> [EXERCISE MATERIALS]:
=======

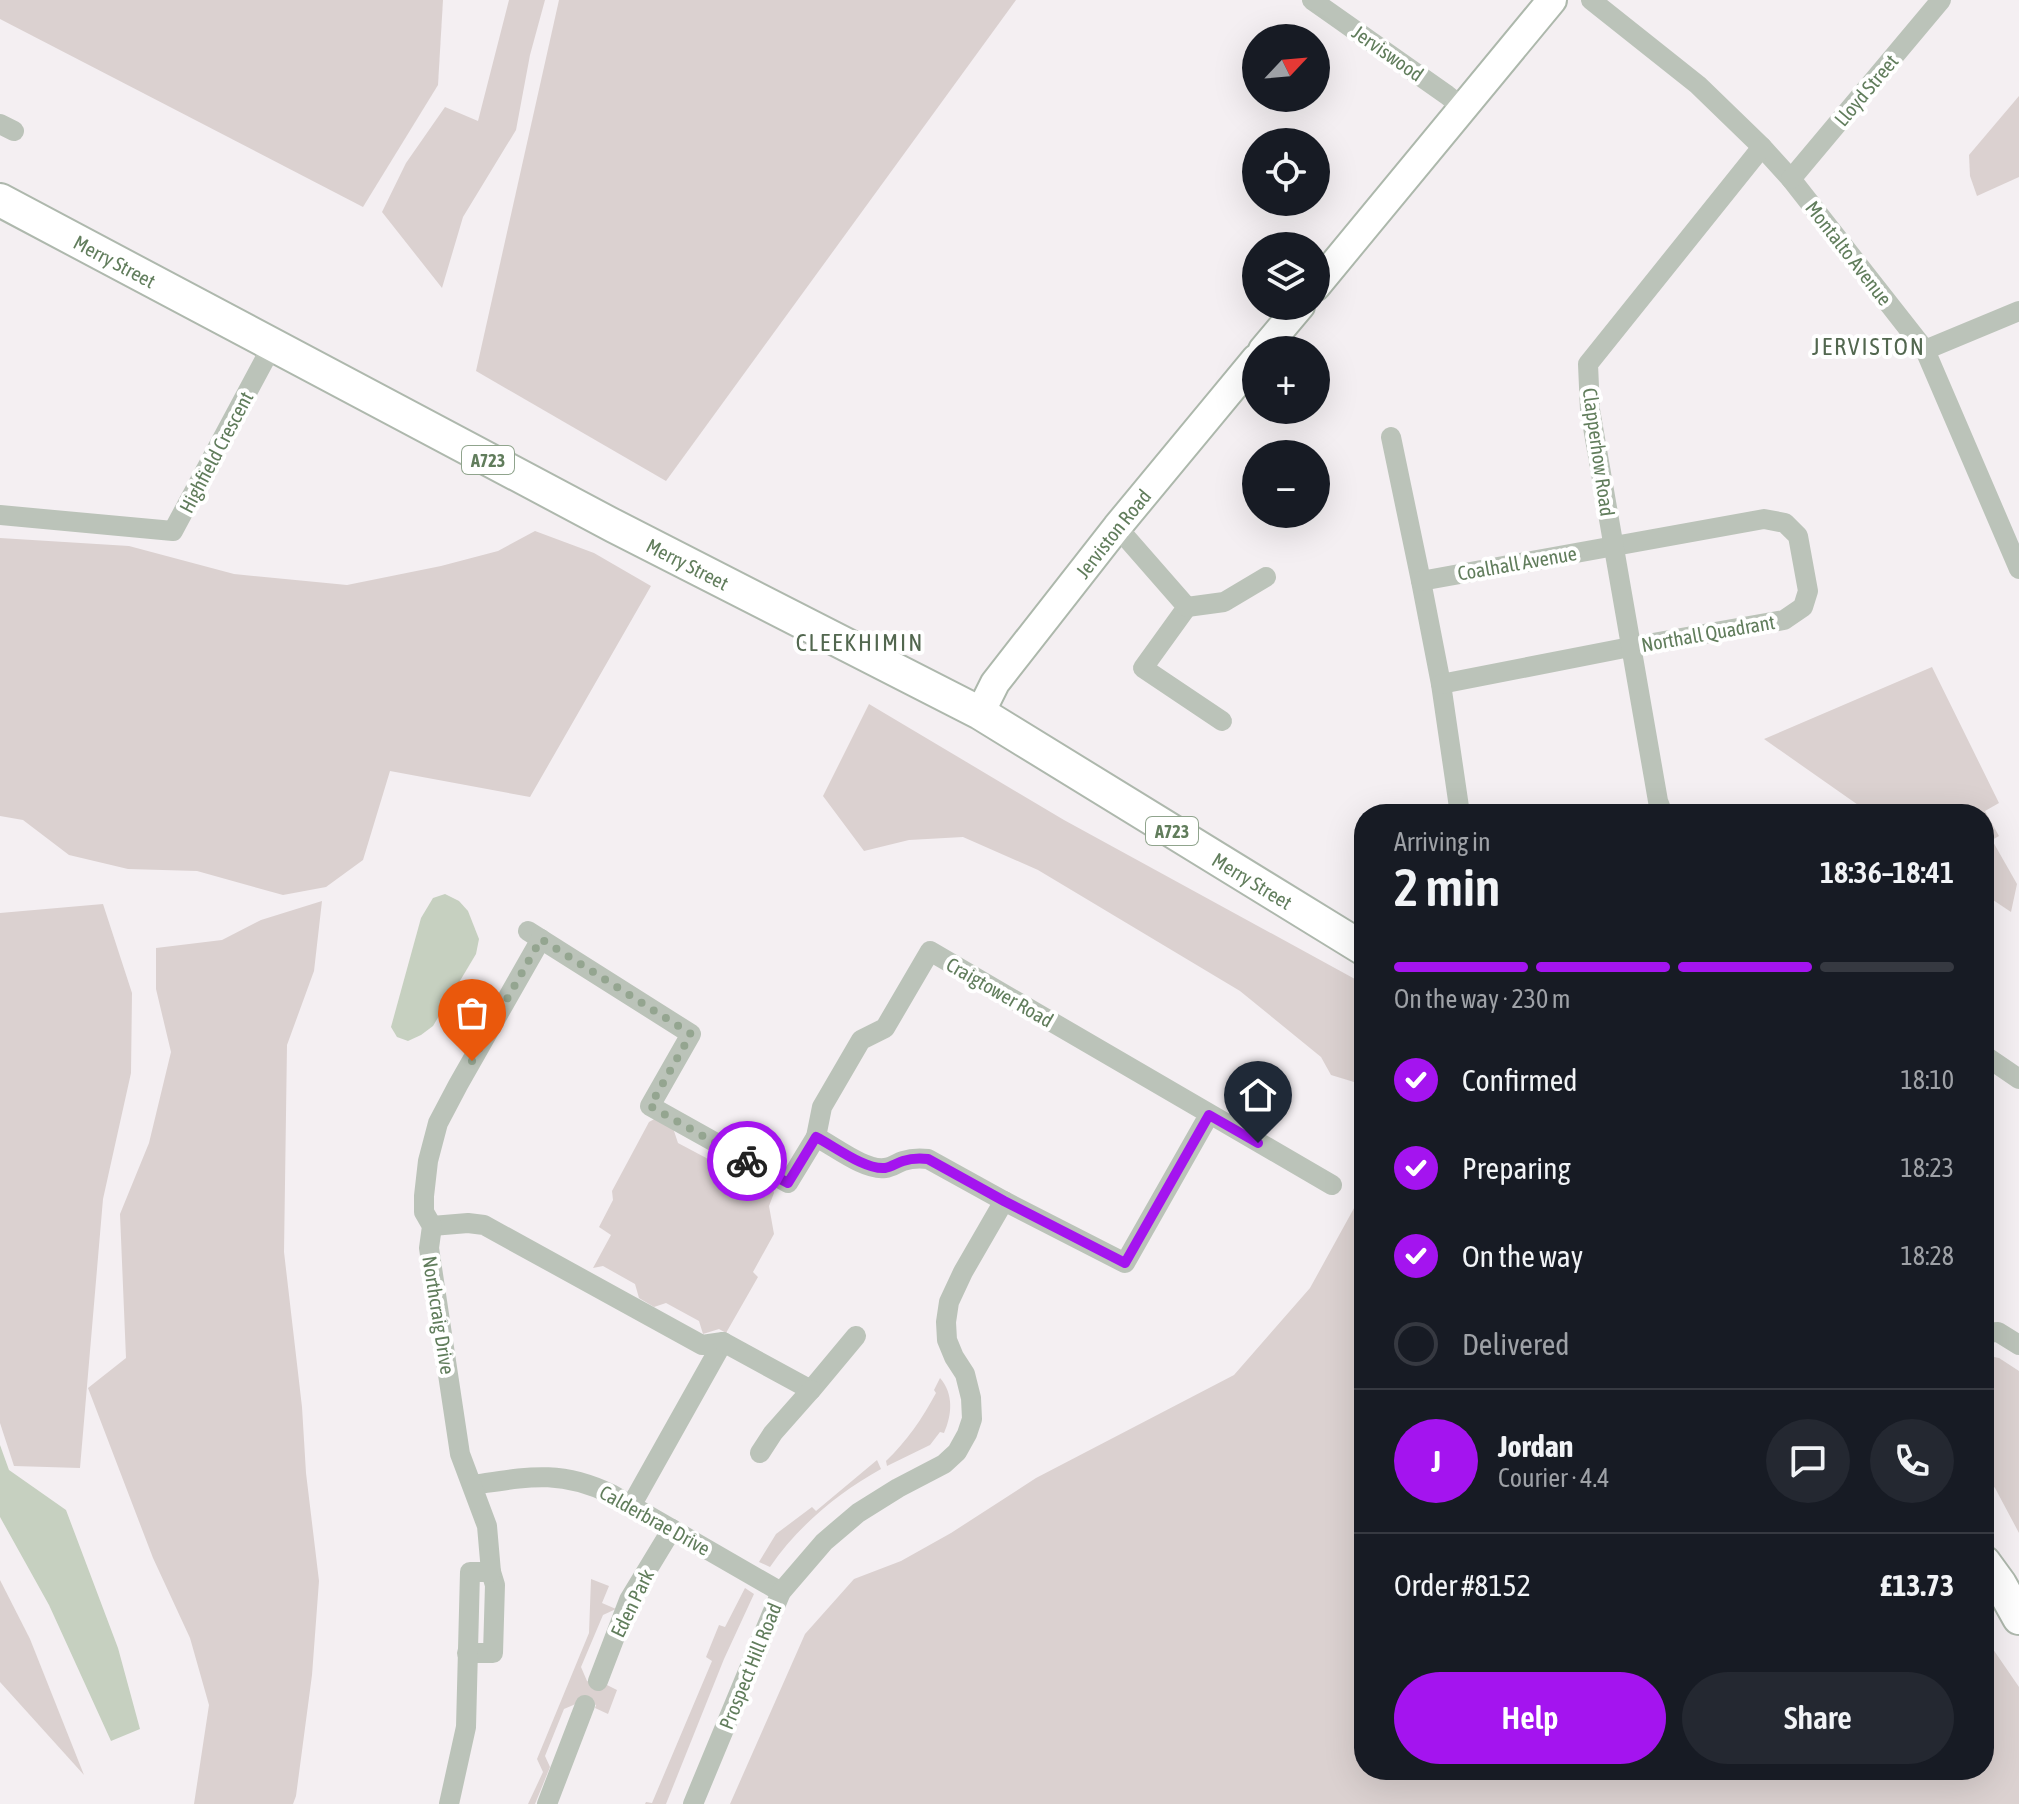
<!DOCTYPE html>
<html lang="en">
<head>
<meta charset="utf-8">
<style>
  body { margin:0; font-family:"Asap Condensed",sans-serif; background:#242831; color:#f1f3f6; height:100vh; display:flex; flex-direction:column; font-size:30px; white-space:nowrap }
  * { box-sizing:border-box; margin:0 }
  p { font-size:26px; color:#9ea1a6 }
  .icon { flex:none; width:44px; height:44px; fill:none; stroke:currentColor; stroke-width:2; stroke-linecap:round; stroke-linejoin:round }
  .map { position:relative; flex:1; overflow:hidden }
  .details { position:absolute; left:1354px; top:804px; width:640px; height:976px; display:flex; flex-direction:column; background:#171b24; border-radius:32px; box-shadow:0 8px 32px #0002 }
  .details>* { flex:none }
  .needle { width:52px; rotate:64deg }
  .buttons { position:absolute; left:1242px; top:24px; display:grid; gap:16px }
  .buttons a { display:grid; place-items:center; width:88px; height:88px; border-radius:50%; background:#171b24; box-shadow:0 8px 32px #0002; font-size:40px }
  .pin { position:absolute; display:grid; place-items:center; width:68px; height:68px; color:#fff; margin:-82px -34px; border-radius:50% 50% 50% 0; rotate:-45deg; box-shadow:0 0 8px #0007 }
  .pin .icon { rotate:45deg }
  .courier { position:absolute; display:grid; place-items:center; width:80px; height:80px; margin:-40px; border:6px solid #a414ef; border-radius:50%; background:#fff; color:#222; box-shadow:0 2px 10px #0007 }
  .summary em { font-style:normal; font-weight:600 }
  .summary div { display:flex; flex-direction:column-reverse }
  .summary { display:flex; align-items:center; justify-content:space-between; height:136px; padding:0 40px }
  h1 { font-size:52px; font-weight:600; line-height:60px }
  .bar { display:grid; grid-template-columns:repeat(4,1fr); gap:12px 8px; align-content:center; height:96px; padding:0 40px }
  .bar i { height:10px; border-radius:6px; background:#363941 }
  .bar .current { background:#a414ef }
  .bar p { grid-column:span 4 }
  .line { display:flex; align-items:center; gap:20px; padding:0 40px; border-top:2px solid #363941 }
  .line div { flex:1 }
  .round { display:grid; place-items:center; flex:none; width:84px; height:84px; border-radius:42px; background:#242831 }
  ol { padding:0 40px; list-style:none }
  li { display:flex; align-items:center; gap:24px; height:88px }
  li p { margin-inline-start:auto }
  li .icon { padding:8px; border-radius:50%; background:#a414ef; color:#fff; stroke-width:4 }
  li:last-child { color:#9ea1a6 }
  li i { width:44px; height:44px; border:4px solid #363941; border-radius:50% }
  .cta { display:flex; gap:16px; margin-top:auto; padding:16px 40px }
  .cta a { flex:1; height:92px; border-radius:48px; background:#a414ef; color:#fff; font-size:32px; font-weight:600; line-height:92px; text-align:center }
  .cta a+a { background:#242831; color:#f1f3f6 }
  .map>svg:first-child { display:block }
</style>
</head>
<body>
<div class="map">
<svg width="2019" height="1804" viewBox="0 0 2019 1804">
  <rect width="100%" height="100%" fill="#f4eff2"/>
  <g fill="#dbd1d0">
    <polygon points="0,0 443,0 438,85 363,207 0,19"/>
    <polygon points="509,0 545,0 530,55 516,130 463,217 442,288 382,212 406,163 445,107 478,121"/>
    <polygon points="559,0 1016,0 666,481 476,371"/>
    <polygon points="2019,96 2019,177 1977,196 1970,176 1969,155"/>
    <polygon points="535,531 594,553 651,586 530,797 390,771 363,860 326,887 283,895 197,871 128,869 69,855 23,820 0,816 0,538 129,546 234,574 347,585 441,566 498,551"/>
    <polygon points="1932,667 1999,803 1985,811 1999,836 1992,840 2017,884 2011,912 1984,894 1984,814 1871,814 1764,739"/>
    <polygon points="869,704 1064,820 1364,984 1364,1087 1354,1082 1331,1075 1321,1057 1240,991 1038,870 963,837 909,840 864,851 823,796"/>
    <polygon points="322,901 314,971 287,1045 284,1252 302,1407 306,1473 319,1581 312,1675 296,1796 293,1804 194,1804 209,1705 190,1638 153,1558 88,1388 126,1358 120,1214 149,1143 171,1052 156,989 156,948 222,940 261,920"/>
    <polygon points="103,904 132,993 131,1073 103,1199 80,1468 14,1466 0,1423 0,913"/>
    <polygon points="656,1118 673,1128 678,1143 727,1169 740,1166 772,1184 774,1193 769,1206 774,1234 753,1272 758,1277 726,1333 719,1329 703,1334 699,1321 666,1303 654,1307 639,1298 635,1284 603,1266 593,1268 611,1235 599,1227 613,1200 612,1191 649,1122"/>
    <polygon points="1364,1190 1364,1770 1984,1770 1984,1636 2019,1687 2019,1804 730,1804 805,1634 854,1579 901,1561 951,1533 1036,1478 1234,1375 1310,1288"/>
    <polygon points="1984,1355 1999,1358 2019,1371 2019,1533 1995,1488 1984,1475"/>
    <path d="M940 1378C954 1394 952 1415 944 1433L940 1432 930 1445 887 1466 886 1461C907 1441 922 1419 936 1393L934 1390Z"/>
    <path d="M877 1460 881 1469C838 1493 798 1526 770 1567L759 1562 776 1534 812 1507 816 1511Z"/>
    <polygon points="591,1579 609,1586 602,1603 616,1609 603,1615 581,1667 587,1681 603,1687 605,1684 617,1690 608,1714 595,1708 596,1705 580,1699 578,1703 564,1709 545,1756 550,1767 535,1804 528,1804 543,1772 537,1759 589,1633"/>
    <polygon points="0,1580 30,1639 84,1775 0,1682"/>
    <polygon points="745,1588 754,1594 724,1659 666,1804 645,1804 646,1802 652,1803 712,1661 706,1657 719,1625 725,1627"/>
  </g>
  <g fill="#c6d0c0">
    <polygon points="445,894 459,901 468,911 479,939 476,954 433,1026 421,1035 408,1041 397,1037 391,1027 421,918 433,898"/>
    <polygon points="0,1445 9,1470 66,1510 118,1648 140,1729 111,1741 49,1605 0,1517"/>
  </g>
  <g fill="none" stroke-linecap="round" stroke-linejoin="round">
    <g stroke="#adb8ac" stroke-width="32">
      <g id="secondary">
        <polyline points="1316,286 1552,0"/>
        <polyline points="1263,350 1300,306"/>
        <path id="s1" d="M980 713 995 683 1117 527 1256 359"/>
      </g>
    </g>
    <g stroke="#aeb8ad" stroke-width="36">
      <g id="primary">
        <path id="s2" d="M0 200 614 526 980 713 1364 949"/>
        <polyline points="1984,1562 2000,1584 2019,1618"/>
      </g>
    </g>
    <g stroke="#bbc3b9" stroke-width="20">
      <polyline points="1312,0 1447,95 1463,108"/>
      <polyline points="1591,0 1698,85 1762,147 1791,179 1925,350 2019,569"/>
      <polyline points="0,124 14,131"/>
      <polyline points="1791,179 1941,0"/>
      <polyline points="1925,350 2019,311"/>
      <polyline points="1391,437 1421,581 1441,684 1460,814"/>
      <polyline points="0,515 173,531 272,346"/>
      <polyline points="1117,527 1187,607 1143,668 1222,721"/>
      <polyline points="1421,581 1764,519 1785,523 1798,536 1808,591 1803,607 1784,620 1630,647 1441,684"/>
      <polyline points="1187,607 1224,602 1266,577"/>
      <polyline points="1663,814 1658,801 1590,410 1588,364 1762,147"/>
      <polyline points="528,931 691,1034 650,1106 788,1183 816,1137"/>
      <polyline points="1984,1055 2019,1079"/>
      <path d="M1209 1115 1125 1263 1004 1201 928 1159C920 1158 912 1158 903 1161 897 1163 892 1167 885 1168 865 1171 834 1146 816 1137L822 1107 861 1040 885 1028 930 951 1332 1185"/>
      <polyline points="432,1226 468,1223 484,1225 702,1345 723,1342 631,1506"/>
      <polyline points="1984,1333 1998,1332 2019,1345"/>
      <polyline points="723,1342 811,1390 856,1336"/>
      <polyline points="760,1453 773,1433 811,1390"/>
      <path d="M473 1485C527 1477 559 1469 611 1494L781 1592"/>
      <polyline points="467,1653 493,1653 495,1585 491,1572"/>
      <polyline points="598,1681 629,1600 672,1529"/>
      <polyline points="449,1804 466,1727 470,1572 491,1572 487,1526 460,1454 429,1248 432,1226 424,1212 424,1196 428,1161 438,1123 458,1085 541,939"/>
      <polyline points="547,1804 585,1705"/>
      <polyline points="693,1804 781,1592 824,1542 858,1513 898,1488 944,1464 957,1452 967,1434 972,1419 971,1398 965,1374 954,1357 947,1340 946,1322 949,1302 963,1272 1004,1201"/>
    </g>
    <use href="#secondary" stroke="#fff" stroke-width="28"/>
    <use href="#primary" stroke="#fff" stroke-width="32"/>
  </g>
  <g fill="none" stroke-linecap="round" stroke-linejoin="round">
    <polyline stroke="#94a590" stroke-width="8" stroke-dasharray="0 14.4" points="472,1061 541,939 691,1034 650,1106 747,1161"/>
    <path stroke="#a414ef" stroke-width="10" d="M747 1161 788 1183 816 1137C834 1146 865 1170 885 1168 891 1167 897 1163 903 1161 912 1158 920 1158 928 1159L1004 1201 1125 1263 1209 1115 1258 1143"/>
  </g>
  <g text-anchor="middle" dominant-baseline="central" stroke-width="8" stroke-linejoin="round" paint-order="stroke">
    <g fill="#fff" stroke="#90a48d" stroke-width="2">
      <rect x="462" y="446" width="52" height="28" rx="6"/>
      <rect x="1146" y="817" width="52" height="28" rx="6"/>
    </g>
    <g font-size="18" font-weight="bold" fill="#617d5c">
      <text x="488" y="460">A723</text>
      <text x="1172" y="831">A723</text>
    </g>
    <g font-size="20" fill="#617d5c" stroke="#fff">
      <text transform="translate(1388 53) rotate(35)">Jerviswood</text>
      <text transform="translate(1866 90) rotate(-50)">Lloyd Street</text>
      <text transform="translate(1849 253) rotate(52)">Montalto Avenue</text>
      <text stroke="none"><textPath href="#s2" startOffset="130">Merry Street</textPath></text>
      <text transform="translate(216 452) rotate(-62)">Highfield Crescent</text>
      <text transform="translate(1599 452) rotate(82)">Clapperhow Road</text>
      <text stroke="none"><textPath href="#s1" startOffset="224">Jerviston Road</textPath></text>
      <text transform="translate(1517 563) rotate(-10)">Coalhall Avenue</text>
      <text stroke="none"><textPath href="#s2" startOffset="778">Merry Street</textPath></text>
      <text transform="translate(1708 633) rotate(-10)">Northall Quadrant</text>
      <text stroke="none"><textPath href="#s2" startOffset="1426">Merry Street</textPath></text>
      <text transform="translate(1000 992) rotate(30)">Craigtower Road</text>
      <text transform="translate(439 1315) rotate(81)">Northcraig Drive</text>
      <text transform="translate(655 1520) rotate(29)">Calderbrae Drive</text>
      <text transform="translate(632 1603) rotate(-64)">Eden Park</text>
      <text transform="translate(750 1666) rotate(-68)">Prospect Hill Road</text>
    </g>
    <g font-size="24" letter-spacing="2" fill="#52674f" stroke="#fff">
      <text x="1869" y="346">JERVISTON</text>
      <text x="860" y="642">CLEEKHIMIN</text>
    </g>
  </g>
</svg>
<div class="buttons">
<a><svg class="needle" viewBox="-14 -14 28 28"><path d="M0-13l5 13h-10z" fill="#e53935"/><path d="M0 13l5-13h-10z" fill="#9ea1a6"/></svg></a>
<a><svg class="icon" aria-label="locate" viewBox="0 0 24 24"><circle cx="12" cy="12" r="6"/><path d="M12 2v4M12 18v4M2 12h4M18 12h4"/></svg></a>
<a><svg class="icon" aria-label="layers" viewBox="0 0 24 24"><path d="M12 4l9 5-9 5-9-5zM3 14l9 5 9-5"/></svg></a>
<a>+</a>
<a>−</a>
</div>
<div class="pin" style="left:472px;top:1061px;background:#ea580c"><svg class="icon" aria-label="bag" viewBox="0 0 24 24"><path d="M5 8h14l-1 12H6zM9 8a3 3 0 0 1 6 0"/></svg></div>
<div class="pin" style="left:1258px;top:1143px;background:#1f2937"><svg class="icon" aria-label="home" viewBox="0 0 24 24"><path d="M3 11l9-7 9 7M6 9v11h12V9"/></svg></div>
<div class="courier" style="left:747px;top:1161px"><svg class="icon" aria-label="bike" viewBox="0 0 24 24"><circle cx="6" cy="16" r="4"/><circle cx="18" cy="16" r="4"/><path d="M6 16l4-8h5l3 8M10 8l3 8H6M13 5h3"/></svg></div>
<section class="details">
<div class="summary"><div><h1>2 min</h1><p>Arriving in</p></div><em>18:36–18:41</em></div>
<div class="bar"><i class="current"></i><i class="current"></i><i class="current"></i><i></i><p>On the way · 230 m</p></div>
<ol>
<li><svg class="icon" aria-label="check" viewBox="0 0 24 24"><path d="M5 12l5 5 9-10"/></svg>Confirmed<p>18:10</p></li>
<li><svg class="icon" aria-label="check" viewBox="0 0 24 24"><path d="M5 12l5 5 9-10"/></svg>Preparing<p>18:23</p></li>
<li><svg class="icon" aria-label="check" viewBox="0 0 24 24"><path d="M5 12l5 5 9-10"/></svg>On the way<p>18:28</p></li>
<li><i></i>Delivered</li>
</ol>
<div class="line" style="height:144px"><b class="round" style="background:#a414ef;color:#fff">J</b><div><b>Jordan</b><p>Courier · 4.4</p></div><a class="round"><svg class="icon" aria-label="chat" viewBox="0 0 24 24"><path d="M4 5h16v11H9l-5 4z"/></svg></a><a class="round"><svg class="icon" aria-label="phone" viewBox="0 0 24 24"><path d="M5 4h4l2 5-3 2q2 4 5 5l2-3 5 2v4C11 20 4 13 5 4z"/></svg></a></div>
<div class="line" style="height:104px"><div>Order #8152</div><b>£13.73</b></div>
<div class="cta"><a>Help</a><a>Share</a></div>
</section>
</div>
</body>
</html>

=======

> [TASK GOAL]:
Return every line from the entries above that contains the word "check".

> [SOLUTION TO THE PROBLEM]:
<li><svg class="icon" aria-label="check" viewBox="0 0 24 24"><path d="M5 12l5 5 9-10"/></svg>Confirmed<p>18:10</p></li>
<li><svg class="icon" aria-label="check" viewBox="0 0 24 24"><path d="M5 12l5 5 9-10"/></svg>Preparing<p>18:23</p></li>
<li><svg class="icon" aria-label="check" viewBox="0 0 24 24"><path d="M5 12l5 5 9-10"/></svg>On the way<p>18:28</p></li>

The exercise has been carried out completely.